------ Data to process ------
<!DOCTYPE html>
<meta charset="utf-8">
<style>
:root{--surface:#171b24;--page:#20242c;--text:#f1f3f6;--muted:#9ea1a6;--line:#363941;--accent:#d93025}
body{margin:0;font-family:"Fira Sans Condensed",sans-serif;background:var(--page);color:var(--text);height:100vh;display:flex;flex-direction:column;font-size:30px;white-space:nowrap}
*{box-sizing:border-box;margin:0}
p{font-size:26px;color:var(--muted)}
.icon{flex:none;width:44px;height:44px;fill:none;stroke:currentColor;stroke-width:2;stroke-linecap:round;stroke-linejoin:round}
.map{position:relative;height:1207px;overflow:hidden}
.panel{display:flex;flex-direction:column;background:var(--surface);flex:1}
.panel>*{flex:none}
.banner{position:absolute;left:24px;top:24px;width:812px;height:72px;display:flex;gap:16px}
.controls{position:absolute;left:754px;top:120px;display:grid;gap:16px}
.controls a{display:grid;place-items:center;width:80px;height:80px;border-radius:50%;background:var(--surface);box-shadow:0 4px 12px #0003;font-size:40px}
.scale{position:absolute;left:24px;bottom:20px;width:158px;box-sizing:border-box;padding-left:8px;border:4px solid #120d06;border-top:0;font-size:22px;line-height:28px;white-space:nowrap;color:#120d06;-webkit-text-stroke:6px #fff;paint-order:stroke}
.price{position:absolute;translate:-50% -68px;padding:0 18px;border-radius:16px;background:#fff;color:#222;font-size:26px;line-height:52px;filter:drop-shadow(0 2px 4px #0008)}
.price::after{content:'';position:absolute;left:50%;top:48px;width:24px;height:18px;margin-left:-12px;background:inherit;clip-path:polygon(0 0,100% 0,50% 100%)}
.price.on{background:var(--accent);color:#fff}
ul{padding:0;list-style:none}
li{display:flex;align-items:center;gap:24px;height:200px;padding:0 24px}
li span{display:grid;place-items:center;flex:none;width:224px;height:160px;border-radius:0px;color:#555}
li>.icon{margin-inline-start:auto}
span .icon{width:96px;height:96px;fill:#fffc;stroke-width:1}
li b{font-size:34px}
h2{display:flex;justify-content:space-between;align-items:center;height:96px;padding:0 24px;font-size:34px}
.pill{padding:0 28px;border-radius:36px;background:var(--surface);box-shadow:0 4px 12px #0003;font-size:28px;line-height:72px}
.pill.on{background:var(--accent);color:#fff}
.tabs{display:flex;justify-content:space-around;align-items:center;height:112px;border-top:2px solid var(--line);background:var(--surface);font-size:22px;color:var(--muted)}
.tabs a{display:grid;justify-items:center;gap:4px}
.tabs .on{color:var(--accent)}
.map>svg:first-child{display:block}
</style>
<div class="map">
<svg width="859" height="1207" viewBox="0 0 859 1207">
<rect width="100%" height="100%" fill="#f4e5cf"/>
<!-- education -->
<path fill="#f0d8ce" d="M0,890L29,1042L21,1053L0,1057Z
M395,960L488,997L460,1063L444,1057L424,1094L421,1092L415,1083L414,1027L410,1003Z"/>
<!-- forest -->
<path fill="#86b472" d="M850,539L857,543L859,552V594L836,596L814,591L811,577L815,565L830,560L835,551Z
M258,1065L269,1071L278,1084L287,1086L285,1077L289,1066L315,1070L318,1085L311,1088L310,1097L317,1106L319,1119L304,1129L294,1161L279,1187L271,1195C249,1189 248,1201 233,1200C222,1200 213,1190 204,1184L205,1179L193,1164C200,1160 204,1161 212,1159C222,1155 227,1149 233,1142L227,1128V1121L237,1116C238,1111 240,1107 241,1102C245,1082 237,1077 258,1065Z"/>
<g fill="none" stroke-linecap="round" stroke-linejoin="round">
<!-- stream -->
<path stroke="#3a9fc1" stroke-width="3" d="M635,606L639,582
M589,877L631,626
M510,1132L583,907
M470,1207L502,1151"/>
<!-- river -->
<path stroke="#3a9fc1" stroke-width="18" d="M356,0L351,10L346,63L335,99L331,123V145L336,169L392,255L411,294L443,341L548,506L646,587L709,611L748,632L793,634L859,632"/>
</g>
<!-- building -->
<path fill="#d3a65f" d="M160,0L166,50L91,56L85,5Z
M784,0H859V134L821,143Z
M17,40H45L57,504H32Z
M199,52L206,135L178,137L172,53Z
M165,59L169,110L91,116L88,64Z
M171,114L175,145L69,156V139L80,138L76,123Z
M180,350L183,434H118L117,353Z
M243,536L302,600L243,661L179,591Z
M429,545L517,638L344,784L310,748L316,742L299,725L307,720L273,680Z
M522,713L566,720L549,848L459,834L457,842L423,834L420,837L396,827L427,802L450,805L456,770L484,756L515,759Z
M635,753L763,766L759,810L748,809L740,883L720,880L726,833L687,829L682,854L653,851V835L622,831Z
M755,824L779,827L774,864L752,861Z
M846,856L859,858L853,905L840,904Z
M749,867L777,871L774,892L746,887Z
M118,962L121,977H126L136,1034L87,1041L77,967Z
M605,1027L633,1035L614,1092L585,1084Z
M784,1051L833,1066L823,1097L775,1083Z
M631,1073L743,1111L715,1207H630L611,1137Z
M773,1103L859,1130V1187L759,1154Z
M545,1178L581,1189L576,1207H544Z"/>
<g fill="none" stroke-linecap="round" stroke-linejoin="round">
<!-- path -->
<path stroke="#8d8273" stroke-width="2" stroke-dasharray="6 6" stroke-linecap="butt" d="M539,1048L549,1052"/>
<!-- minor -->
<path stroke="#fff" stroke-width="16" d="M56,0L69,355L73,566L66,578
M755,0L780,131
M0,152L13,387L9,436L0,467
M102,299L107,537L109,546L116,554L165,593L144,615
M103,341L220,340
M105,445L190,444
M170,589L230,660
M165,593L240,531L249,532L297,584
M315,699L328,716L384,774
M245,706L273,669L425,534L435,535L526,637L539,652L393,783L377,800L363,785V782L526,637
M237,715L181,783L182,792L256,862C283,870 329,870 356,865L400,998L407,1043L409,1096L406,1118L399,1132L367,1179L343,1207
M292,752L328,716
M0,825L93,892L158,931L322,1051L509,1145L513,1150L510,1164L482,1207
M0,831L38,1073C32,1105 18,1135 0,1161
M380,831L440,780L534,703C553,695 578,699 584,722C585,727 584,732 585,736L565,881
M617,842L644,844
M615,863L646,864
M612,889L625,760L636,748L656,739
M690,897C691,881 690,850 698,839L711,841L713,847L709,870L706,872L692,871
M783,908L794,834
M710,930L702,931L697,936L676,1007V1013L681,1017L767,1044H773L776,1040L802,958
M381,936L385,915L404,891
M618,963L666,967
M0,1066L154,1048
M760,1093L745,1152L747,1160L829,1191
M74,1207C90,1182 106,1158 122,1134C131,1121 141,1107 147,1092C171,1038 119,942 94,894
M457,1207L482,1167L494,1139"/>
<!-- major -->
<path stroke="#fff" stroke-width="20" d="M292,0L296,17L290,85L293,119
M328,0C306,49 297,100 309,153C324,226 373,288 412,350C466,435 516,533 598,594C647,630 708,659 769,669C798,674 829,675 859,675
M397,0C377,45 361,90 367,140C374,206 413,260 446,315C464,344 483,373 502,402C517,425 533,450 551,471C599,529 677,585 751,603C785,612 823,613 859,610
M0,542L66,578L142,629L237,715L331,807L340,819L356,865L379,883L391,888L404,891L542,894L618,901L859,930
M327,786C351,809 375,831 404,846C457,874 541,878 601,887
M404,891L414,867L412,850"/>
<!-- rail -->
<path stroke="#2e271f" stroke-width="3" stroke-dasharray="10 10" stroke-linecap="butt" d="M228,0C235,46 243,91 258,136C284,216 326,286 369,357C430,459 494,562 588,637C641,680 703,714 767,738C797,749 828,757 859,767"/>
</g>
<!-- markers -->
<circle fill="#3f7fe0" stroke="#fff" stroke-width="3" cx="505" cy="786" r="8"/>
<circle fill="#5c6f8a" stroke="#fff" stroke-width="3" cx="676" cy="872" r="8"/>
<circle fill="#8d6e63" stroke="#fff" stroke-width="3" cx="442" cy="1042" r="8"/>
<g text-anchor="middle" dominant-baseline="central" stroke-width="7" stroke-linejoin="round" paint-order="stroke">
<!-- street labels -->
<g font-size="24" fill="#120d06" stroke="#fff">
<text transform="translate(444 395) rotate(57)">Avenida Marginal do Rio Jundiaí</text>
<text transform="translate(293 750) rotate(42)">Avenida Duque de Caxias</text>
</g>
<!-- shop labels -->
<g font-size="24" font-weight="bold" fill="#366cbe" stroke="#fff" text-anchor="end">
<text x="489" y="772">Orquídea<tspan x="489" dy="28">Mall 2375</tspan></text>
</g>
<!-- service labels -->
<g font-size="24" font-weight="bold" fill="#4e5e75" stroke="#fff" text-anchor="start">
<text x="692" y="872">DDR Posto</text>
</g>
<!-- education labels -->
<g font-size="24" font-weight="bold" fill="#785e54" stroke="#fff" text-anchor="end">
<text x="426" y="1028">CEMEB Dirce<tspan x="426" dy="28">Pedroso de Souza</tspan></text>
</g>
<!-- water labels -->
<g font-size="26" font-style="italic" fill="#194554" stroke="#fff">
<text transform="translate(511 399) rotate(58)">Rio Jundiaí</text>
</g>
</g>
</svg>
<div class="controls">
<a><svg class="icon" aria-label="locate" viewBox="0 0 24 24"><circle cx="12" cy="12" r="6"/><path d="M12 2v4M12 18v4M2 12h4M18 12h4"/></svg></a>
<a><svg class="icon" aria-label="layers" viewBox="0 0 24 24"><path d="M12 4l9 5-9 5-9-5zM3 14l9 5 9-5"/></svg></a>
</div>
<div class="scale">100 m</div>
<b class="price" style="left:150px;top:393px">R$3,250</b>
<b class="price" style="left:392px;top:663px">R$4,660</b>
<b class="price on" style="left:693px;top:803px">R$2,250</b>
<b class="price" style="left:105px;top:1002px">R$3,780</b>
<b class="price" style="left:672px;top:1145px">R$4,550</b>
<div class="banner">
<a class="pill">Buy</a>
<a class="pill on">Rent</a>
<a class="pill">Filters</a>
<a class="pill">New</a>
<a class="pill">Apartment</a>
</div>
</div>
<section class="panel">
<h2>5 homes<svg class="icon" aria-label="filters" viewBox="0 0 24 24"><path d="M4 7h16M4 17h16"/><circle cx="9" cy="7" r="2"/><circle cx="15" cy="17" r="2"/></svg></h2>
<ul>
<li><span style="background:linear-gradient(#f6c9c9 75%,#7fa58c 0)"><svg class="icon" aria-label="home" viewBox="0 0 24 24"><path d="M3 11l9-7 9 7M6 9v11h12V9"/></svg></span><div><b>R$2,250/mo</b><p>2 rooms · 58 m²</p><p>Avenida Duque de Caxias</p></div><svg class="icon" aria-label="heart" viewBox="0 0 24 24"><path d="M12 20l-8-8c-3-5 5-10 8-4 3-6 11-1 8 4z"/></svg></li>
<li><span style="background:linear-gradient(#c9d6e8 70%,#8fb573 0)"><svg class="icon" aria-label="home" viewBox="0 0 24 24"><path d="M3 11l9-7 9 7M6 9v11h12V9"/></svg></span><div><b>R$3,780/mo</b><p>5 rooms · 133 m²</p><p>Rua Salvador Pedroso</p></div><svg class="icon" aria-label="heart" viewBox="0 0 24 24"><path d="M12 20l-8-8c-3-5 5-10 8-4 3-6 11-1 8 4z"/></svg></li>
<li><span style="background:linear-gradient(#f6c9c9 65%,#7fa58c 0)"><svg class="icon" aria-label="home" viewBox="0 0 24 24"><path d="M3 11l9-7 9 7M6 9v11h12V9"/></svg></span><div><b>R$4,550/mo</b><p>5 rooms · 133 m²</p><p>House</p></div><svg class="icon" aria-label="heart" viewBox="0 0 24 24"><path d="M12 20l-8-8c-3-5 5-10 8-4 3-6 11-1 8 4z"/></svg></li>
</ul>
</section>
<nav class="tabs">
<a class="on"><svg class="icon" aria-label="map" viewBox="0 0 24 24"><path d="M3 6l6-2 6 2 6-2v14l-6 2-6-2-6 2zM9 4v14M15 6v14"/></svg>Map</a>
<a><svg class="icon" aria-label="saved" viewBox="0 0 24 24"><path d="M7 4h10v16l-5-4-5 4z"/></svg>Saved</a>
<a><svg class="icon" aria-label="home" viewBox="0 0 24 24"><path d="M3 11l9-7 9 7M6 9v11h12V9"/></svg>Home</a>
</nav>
------
------ Data to process ------
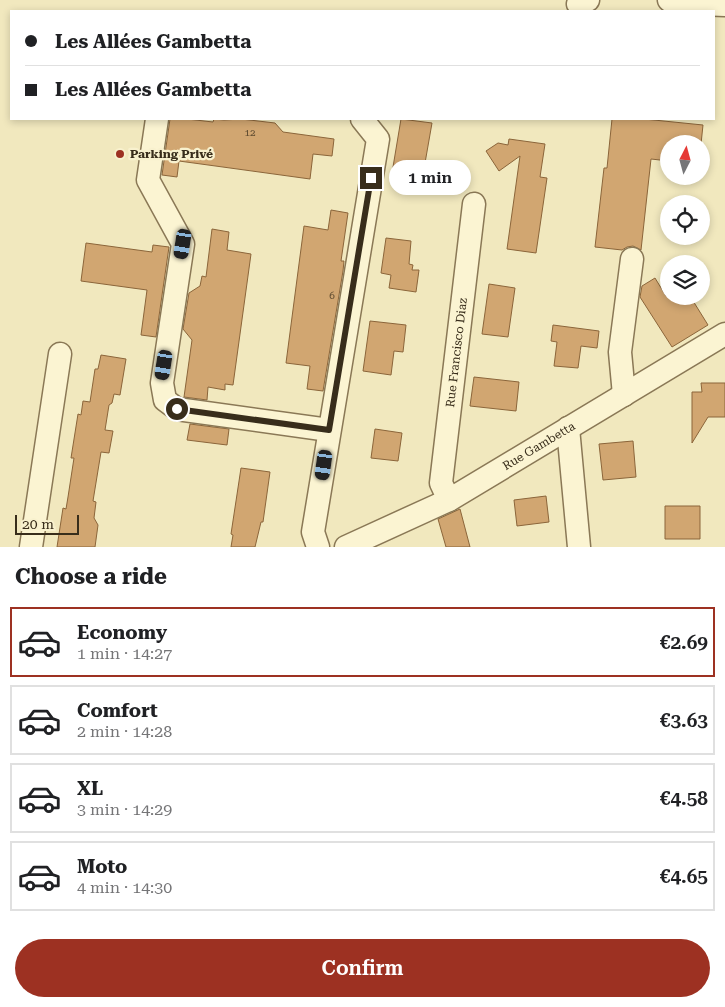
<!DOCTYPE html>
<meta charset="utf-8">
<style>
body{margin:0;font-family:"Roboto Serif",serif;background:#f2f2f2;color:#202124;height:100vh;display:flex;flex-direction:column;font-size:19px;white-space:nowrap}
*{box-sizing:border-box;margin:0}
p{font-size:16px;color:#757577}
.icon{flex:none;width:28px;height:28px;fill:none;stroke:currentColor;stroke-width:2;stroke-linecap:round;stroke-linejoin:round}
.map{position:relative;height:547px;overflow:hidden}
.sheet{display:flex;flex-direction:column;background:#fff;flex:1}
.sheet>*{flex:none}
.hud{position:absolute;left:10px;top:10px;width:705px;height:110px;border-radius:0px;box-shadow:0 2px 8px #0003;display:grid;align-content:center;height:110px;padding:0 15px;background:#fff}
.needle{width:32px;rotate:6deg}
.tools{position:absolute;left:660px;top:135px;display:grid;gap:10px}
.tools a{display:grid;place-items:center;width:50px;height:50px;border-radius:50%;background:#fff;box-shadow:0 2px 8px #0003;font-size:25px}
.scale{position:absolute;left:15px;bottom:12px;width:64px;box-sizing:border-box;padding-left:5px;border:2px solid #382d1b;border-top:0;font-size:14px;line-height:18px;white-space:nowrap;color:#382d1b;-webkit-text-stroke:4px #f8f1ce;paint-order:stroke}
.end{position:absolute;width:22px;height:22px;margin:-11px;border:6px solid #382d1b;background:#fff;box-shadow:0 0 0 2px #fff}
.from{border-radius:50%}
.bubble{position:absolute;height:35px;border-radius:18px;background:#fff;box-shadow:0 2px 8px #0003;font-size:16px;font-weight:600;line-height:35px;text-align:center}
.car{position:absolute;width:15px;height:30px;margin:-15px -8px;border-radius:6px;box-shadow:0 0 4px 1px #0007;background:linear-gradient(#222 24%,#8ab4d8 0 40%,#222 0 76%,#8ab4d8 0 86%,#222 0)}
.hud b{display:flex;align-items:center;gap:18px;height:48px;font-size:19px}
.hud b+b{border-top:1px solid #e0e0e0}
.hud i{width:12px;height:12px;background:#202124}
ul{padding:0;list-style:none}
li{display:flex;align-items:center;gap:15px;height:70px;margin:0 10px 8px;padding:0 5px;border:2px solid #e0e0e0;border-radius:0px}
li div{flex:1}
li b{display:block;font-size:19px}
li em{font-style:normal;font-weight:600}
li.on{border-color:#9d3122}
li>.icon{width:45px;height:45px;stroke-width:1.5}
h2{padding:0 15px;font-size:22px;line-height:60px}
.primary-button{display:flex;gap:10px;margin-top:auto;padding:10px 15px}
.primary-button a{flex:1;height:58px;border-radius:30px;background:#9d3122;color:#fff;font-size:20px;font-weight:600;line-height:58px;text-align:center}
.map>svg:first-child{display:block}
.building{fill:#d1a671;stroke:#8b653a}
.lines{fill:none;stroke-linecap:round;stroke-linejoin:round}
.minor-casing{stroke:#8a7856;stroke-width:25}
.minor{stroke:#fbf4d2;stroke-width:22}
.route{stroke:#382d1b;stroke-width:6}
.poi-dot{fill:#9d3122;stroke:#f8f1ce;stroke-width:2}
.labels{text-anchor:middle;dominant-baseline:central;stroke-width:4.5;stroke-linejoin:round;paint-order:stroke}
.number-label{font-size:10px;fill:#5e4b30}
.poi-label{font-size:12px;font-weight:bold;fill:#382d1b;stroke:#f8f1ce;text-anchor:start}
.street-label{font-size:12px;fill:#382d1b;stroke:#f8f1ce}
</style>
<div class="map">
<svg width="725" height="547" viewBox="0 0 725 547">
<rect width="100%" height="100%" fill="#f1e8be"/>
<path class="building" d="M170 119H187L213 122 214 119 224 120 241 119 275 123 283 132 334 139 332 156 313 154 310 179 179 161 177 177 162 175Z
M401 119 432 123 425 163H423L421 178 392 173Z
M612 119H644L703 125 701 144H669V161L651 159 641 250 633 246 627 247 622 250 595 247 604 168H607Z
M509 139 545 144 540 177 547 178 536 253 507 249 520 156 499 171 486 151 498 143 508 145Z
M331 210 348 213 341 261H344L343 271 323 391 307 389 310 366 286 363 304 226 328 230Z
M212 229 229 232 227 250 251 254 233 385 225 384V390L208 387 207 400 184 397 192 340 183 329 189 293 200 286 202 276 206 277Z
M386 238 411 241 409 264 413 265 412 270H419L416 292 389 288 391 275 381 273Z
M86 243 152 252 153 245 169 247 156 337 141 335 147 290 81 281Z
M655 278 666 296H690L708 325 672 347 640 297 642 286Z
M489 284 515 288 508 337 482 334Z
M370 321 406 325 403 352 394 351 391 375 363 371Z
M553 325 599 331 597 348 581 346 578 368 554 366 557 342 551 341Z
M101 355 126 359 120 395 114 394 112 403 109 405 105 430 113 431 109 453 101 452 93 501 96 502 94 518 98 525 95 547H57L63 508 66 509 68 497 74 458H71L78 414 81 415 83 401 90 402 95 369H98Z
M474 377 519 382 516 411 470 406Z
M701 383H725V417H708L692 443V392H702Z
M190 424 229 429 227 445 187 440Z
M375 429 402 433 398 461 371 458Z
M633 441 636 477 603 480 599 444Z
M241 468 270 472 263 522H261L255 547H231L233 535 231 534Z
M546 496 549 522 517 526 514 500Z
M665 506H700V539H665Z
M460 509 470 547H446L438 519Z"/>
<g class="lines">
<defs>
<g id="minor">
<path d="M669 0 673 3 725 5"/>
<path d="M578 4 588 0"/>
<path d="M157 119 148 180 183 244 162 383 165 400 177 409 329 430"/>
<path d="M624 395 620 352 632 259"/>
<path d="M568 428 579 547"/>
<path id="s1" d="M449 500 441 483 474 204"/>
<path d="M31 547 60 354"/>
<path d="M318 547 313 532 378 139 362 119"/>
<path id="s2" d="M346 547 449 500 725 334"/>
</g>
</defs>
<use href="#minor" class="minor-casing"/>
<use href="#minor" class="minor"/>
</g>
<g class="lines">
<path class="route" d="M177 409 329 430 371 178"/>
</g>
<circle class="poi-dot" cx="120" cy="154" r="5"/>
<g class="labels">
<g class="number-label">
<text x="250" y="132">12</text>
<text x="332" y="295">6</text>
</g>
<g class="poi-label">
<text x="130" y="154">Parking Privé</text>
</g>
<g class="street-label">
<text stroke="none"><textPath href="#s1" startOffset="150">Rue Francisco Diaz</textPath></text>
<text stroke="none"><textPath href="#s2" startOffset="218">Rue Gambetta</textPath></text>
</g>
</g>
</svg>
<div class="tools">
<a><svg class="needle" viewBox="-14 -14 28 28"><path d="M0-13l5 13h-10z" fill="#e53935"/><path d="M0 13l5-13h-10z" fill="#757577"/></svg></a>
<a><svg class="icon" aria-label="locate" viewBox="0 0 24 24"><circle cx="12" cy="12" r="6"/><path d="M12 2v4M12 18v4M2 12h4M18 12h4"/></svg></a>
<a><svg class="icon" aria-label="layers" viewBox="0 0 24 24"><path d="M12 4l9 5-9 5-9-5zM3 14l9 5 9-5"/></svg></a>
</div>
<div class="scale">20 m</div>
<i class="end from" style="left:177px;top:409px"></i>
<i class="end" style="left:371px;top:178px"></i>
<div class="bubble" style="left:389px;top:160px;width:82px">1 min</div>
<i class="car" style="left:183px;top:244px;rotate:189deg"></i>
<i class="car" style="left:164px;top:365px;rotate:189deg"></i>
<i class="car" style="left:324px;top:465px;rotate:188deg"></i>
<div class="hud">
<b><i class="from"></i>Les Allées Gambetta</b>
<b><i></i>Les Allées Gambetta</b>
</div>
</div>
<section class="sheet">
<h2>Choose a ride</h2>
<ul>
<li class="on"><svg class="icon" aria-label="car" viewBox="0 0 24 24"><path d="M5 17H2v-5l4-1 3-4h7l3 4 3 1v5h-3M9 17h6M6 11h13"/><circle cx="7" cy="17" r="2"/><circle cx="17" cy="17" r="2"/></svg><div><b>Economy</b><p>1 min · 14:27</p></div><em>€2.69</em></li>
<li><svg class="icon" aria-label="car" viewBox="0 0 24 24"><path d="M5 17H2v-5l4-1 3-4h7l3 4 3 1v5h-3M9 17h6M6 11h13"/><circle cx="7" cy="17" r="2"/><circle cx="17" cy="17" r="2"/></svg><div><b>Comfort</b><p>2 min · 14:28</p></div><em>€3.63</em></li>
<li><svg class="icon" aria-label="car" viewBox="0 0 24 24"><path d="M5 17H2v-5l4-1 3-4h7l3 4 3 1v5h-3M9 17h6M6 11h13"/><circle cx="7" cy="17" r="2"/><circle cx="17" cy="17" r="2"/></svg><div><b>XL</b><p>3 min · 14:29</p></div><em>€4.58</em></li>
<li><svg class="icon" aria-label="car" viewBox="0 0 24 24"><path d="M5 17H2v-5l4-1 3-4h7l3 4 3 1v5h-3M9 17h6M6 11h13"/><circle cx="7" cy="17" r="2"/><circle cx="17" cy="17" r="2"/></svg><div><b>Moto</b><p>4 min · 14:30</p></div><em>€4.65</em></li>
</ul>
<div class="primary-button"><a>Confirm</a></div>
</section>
------
Problem to work on:
Only the lines with the string "bubble" are wanted; pick them out of the records above and copy them.

Answer space:
.bubble{position:absolute;height:35px;border-radius:18px;background:#fff;box-shadow:0 2px 8px #0003;font-size:16px;font-weight:600;line-height:35px;text-align:center}
<div class="bubble" style="left:389px;top:160px;width:82px">1 min</div>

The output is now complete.